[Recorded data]
————————

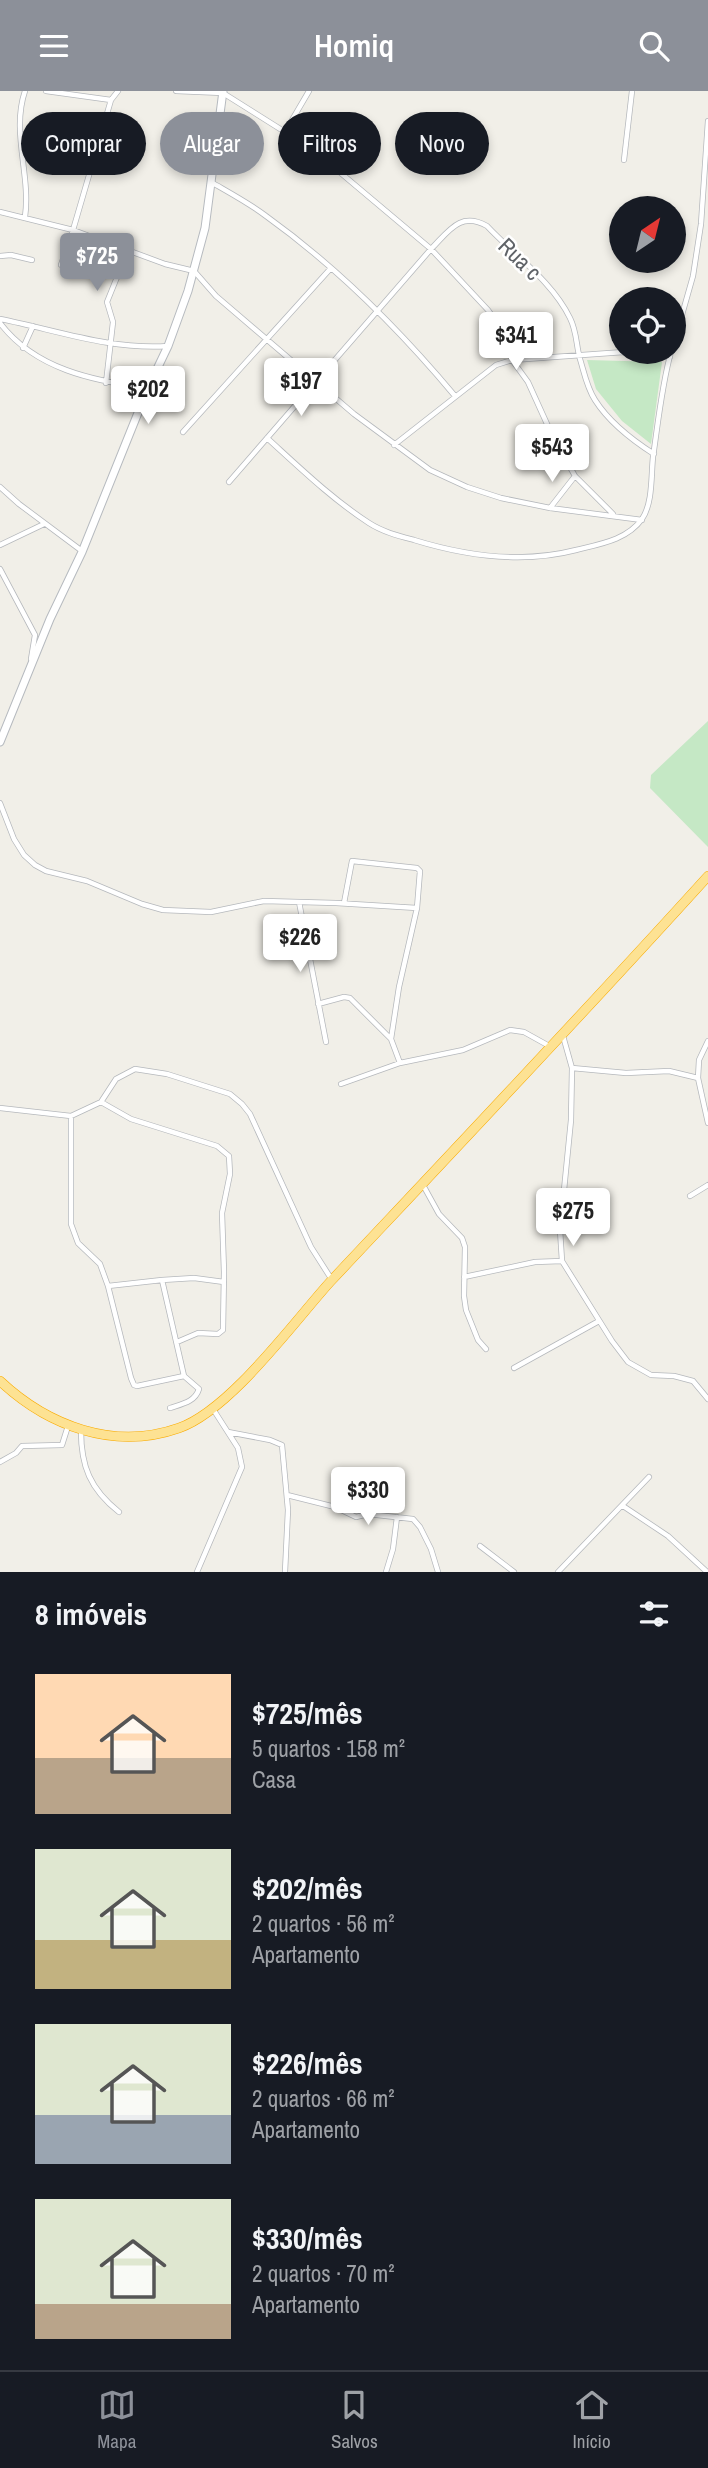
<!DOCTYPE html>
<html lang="pt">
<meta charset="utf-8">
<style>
:root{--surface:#171b24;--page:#242831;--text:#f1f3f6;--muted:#9ea1a6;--line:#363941;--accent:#8c9099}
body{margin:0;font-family:"Archivo Narrow",sans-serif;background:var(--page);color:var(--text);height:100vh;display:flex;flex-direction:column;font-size:26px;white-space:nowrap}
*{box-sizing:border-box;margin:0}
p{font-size:23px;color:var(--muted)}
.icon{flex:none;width:38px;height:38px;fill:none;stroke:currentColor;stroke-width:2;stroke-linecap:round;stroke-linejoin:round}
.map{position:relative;height:1481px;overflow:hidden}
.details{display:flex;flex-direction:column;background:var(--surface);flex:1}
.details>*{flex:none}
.guide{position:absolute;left:21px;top:21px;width:667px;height:63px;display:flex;gap:14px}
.needle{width:46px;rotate:35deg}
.fabs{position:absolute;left:609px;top:105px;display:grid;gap:14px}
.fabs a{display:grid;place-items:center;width:77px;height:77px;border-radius:50%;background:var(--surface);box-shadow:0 4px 10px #0003;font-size:35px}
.price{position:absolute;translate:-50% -60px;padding:0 16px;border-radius:7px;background:#fff;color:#222;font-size:23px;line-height:46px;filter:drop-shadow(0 2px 4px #0008)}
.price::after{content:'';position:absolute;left:50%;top:42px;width:21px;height:16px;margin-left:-10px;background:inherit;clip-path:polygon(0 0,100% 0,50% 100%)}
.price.on{background:var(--accent);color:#fff}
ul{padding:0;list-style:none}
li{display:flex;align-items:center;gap:21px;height:175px;padding:0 35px}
li span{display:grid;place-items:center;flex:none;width:196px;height:140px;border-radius:0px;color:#555}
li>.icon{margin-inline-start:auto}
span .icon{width:84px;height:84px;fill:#fffc;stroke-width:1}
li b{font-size:30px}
h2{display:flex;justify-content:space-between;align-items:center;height:84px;padding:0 35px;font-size:30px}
.chip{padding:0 24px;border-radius:32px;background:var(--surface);box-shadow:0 4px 10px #0003;font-size:24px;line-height:63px}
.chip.on{background:var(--accent);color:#fff}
header{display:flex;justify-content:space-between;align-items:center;height:91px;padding:0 35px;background:var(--accent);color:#fff;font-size:32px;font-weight:600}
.menu{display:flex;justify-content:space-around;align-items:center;height:98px;border-top:2px solid var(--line);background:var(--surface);font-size:19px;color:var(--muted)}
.menu a{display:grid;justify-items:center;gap:4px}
.menu .on{color:var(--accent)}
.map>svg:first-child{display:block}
.park{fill:#c5e8c5}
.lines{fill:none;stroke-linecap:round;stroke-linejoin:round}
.street-casing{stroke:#b5b8bc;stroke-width:6}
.secondary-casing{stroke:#b6babf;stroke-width:9}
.highway-casing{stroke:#f9ab00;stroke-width:10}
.street{stroke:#fff;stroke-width:4.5}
.secondary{stroke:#fff;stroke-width:7}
.highway{stroke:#fde293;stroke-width:9}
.labels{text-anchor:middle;stroke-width:5;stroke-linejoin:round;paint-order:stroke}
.street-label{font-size:23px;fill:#5f6368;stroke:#fff}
</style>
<header><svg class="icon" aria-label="menu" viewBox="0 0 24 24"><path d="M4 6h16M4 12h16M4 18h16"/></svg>Homiq<svg class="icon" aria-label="search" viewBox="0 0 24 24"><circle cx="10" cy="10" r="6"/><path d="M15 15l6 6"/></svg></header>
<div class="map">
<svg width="708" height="1481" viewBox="0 0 708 1481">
<rect width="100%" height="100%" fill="#f1efe8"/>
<!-- park -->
<path class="park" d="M587,269L662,271L651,353L622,330L596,298Z
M708,630V756L650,697L651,684Z"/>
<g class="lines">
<defs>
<path id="street" d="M25,0C11,41 31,84 25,126
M46,0L111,9
M176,0L223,2L285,41L330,73L431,158L488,219L502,239L512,269L528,291L552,344L575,385L613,423
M285,41L309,0
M624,69L632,0
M211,91C230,102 249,112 266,125C337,176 399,238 455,305
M0,121L73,139L165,173L194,180L216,205L354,323L430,379L467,396L501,407L550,417L642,429
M0,165L11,164L32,169
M61,174L73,139L111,9L118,0
M0,228C56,239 110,259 168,255
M0,232C35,278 93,290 148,297
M674,252L693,185L701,133L708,30
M23,257L33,235
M106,292L113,231L107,211L128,159
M183,341L331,177
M267,347C300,377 332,408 369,432C383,441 399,445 414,449C466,465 522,473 576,459C600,453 627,449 642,428C653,412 651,384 653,366C658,332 662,293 671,261
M394,354L496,274L512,269L624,261L670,266
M229,391L431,158C449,140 460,120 487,135C514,164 552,190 570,227C577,241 576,254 580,268C584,281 587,297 595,309C609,331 632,349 654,363
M0,396L19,413L82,460
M550,417L575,385
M0,454L44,433
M0,478L35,544L31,568
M0,712L14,748L24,764L35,774L46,780L87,790L142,813L163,819L211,821L264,810L336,812L417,817
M299,811L326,951
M344,812L352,770L417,777L420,780L417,817L399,896L391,948
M318,913L344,906L350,907L391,948L400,972
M563,945L572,977L571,1029L560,1139L562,1170L612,1250L628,1271L651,1284L674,1285L693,1290L708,1308
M572,977L626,982L669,980L698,987L708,1032
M698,987L699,969L708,950
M341,993L400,972L463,959L510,939L524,941L551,956
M101,1011L131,1028L217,1055L229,1065L230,1083L222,1122L224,1181L223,1239L218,1243L198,1242L177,1251
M0,1017L71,1025L101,1011L116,988L135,978L167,983L230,1003L242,1013L250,1023L311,1156L332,1189
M71,1025V1133L78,1152L100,1173L108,1195L131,1287L134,1294L137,1295L184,1285L162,1189L108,1195
M423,1094L439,1123L462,1147L465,1156L464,1205L466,1219L478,1249L486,1258
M690,1105L708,1094
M464,1186L535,1171L562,1170
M162,1189L194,1187L224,1191
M514,1277L599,1230
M170,1317C182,1313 195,1311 199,1298L184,1285
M81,1340C81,1375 90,1398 119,1421
M228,1341L270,1349L282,1354L288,1419L285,1481
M0,1371L16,1362L22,1355L62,1354L68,1335
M287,1404L335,1416L356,1426L368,1423L413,1428L420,1436L431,1458L438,1481
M623,1415L668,1445L707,1481
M480,1455L514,1481
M197,1481L242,1376L238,1357L213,1318
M386,1481L393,1458L397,1426
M558,1481L649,1386"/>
<path id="secondary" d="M0,651L50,528L82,461L148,297L168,255L188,200L205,137L223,0"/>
<path id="highway" d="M0,1290C48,1335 114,1360 179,1337C230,1319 293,1232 330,1191C457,1056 584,922 708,785"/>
</defs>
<!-- street casing -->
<use href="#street" class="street-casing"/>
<!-- secondary casing -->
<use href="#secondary" class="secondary-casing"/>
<!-- highway casing -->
<use href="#highway" class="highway-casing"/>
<!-- street -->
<use href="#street" class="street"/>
<!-- secondary -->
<use href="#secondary" class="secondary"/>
<!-- highway -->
<use href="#highway" class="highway"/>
</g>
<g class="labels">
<!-- street labels -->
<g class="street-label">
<text transform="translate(520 168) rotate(44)" y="8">Rua c</text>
</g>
</g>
</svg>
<div class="fabs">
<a><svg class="needle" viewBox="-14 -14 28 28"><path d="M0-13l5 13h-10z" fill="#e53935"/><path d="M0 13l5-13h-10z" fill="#9ea1a6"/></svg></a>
<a><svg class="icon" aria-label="locate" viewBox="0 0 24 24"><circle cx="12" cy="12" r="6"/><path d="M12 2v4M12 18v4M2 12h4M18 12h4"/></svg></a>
</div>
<b class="price on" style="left:97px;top:202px">$725</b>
<b class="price" style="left:516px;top:281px">$341</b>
<b class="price" style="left:301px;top:327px">$197</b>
<b class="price" style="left:148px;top:335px">$202</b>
<b class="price" style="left:552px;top:393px">$543</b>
<b class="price" style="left:300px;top:883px">$226</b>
<b class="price" style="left:573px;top:1157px">$275</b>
<b class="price" style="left:368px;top:1436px">$330</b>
<div class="guide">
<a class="chip">Comprar</a>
<a class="chip on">Alugar</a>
<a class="chip">Filtros</a>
<a class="chip">Novo</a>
</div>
</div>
<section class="details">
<h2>8 imóveis<svg class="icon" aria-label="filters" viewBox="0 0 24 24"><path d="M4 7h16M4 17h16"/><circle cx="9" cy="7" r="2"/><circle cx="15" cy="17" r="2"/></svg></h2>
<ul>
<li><span style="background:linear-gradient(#ffd9b3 60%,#b9a48a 0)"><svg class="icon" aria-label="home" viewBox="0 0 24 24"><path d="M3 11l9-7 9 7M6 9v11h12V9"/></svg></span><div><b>$725/mês</b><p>5 quartos · 158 m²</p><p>Casa</p></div></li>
<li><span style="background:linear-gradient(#dfe7d0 65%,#c2b280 0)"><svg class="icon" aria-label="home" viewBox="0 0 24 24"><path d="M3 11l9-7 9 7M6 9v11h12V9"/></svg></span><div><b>$202/mês</b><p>2 quartos · 56 m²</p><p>Apartamento</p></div></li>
<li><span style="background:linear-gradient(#dfe7d0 65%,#9aa5b1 0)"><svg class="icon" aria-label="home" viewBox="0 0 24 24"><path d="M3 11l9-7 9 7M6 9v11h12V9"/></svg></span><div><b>$226/mês</b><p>2 quartos · 66 m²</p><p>Apartamento</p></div></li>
<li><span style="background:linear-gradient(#dfe7d0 75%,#b9a48a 0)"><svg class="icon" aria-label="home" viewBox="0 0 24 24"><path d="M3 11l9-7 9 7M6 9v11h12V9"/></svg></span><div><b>$330/mês</b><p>2 quartos · 70 m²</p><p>Apartamento</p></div></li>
</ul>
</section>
<nav class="menu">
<a class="on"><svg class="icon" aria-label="map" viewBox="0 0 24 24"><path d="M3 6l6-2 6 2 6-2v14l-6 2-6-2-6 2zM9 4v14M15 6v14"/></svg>Mapa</a>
<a><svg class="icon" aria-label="saved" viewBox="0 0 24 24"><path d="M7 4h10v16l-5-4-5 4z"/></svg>Salvos</a>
<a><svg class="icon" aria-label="home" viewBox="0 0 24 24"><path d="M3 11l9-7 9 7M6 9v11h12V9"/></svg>Início</a>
</nav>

————————

(EXERCISE DESCRIPTION) Work out how many lines of the preceding data contain the word "fabs". Reply with that number only.

(COMPLETED EXERCISE) 3